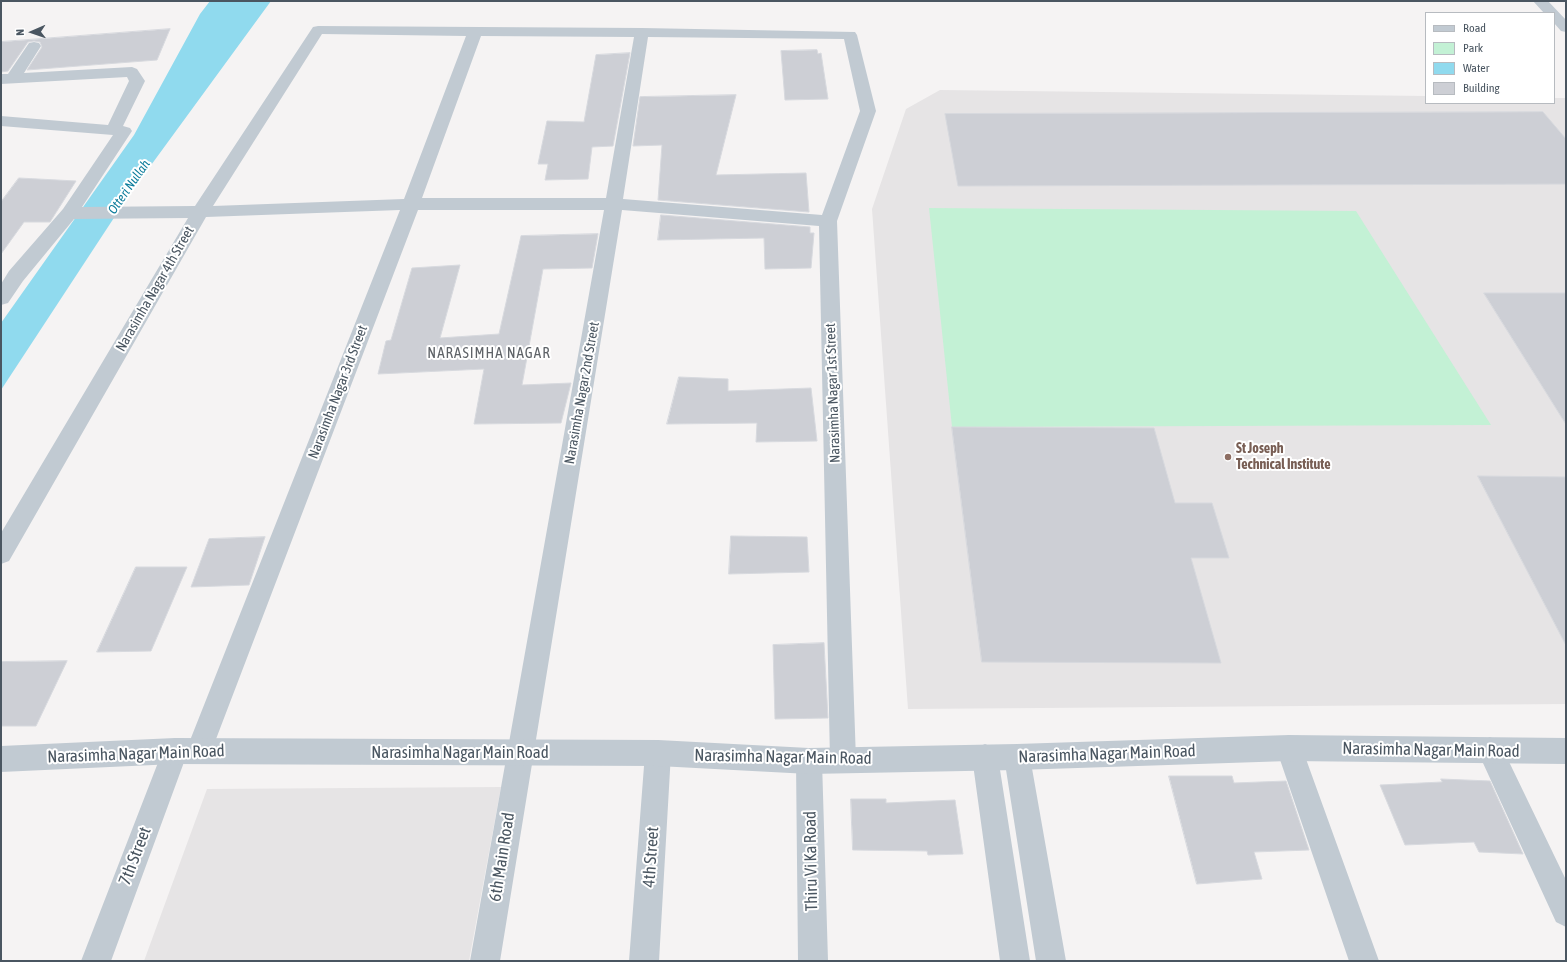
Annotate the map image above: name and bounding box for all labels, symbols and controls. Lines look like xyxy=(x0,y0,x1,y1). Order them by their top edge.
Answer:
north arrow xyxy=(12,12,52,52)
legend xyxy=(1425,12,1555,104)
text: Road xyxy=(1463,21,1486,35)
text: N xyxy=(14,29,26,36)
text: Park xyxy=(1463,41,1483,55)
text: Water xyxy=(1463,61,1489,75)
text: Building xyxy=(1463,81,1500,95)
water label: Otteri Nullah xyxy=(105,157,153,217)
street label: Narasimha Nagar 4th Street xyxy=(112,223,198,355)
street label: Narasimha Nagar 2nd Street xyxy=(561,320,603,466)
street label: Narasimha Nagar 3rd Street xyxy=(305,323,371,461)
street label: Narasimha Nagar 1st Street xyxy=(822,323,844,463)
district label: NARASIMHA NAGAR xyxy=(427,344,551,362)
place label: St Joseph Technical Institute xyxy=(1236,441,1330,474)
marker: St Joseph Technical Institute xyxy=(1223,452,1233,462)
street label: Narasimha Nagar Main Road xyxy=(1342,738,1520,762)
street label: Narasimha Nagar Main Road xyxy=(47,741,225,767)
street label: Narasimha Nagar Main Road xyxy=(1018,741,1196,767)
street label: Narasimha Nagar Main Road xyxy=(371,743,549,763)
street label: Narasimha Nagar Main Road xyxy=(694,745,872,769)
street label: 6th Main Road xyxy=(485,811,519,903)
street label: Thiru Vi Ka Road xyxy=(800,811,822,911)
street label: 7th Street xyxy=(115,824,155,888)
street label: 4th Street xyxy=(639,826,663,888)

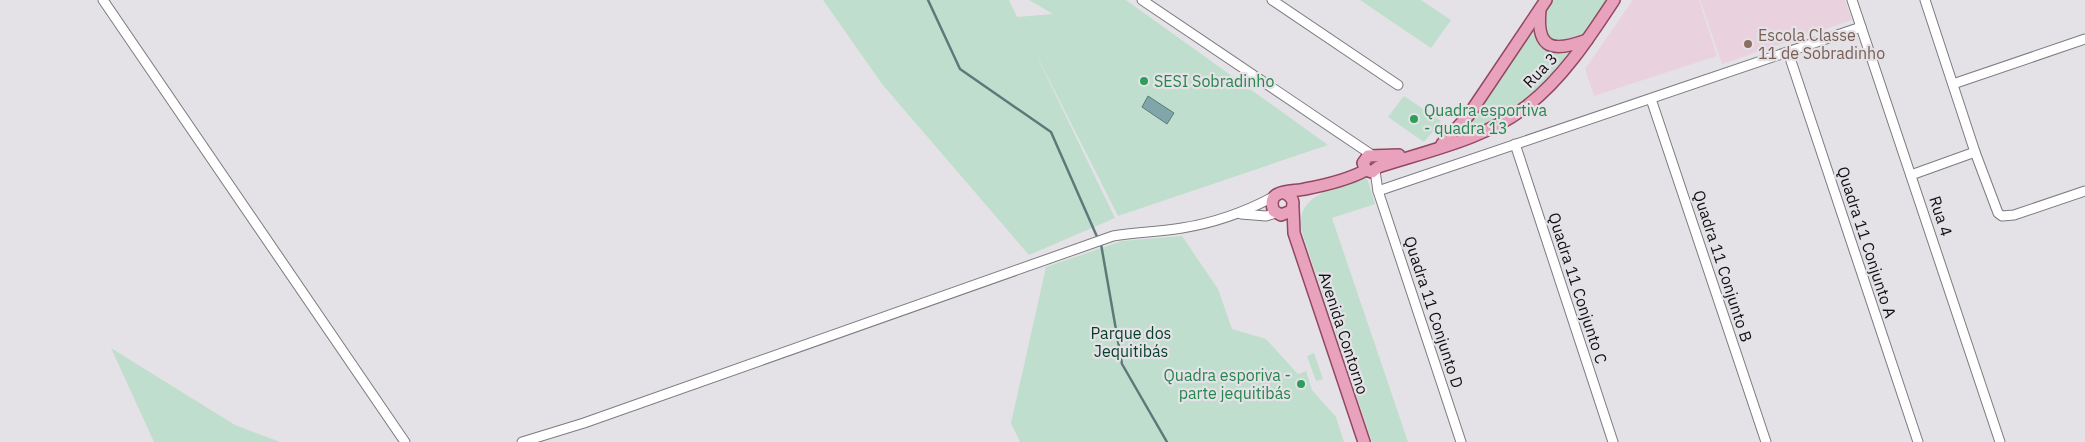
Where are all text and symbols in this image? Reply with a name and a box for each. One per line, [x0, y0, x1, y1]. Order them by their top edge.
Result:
::::::::::
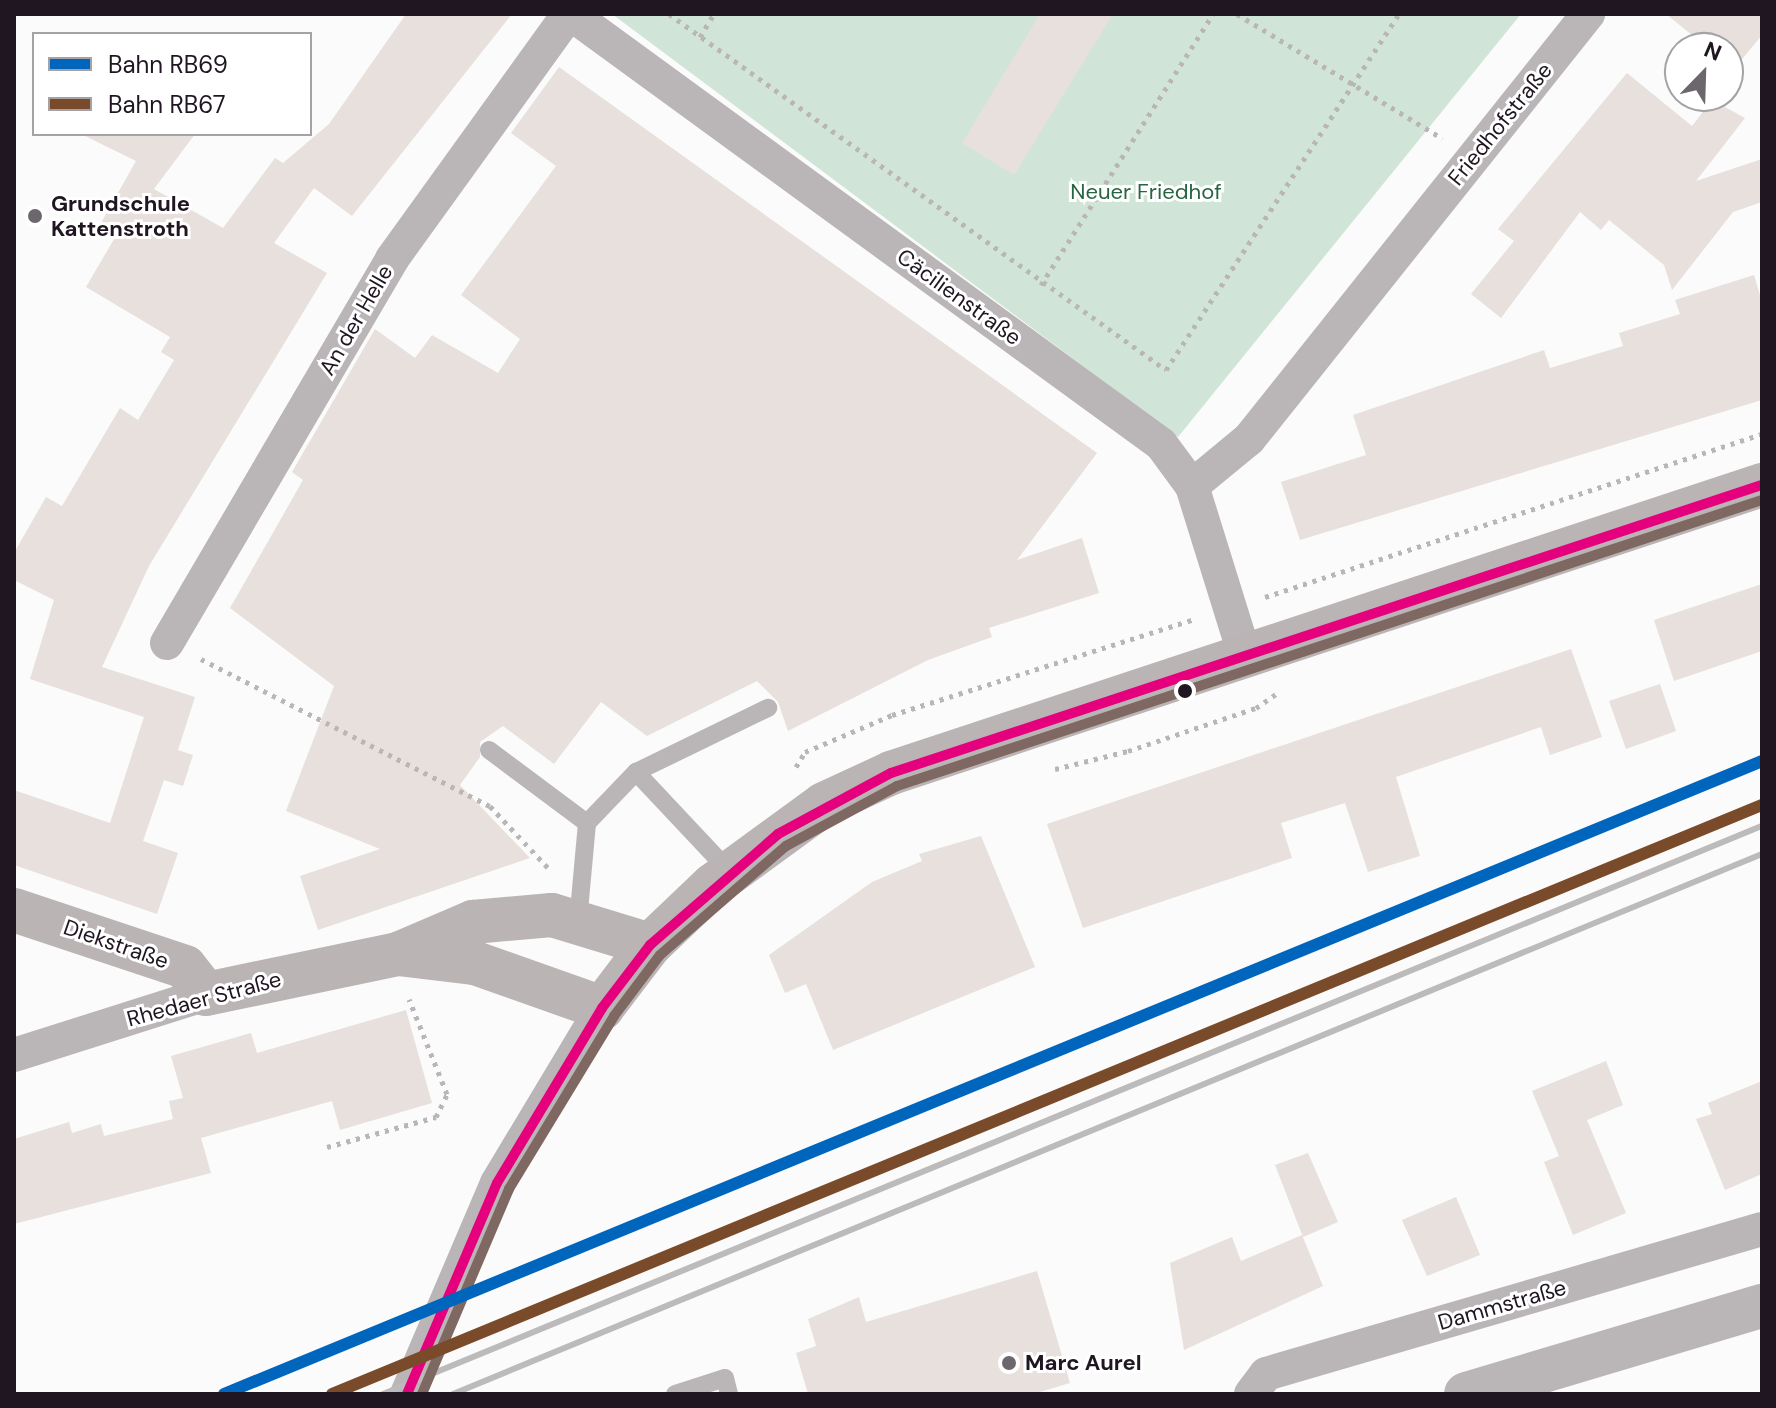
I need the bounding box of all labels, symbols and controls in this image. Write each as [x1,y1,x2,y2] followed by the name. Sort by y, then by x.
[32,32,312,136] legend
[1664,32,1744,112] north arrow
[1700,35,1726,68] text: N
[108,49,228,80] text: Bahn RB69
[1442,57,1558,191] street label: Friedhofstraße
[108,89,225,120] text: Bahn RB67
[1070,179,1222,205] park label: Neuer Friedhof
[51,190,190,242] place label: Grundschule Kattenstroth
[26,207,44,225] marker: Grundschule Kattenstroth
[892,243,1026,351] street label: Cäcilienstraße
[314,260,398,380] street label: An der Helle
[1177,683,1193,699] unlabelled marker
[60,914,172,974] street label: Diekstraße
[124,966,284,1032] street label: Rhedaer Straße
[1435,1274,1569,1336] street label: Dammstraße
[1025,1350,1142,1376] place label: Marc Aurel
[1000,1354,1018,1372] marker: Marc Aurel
::::::::::
- WORK TO BE COMPLETED: State how many lines in the preceding material contain the word "Order", and give nothing else.

- TASK RESULT: 2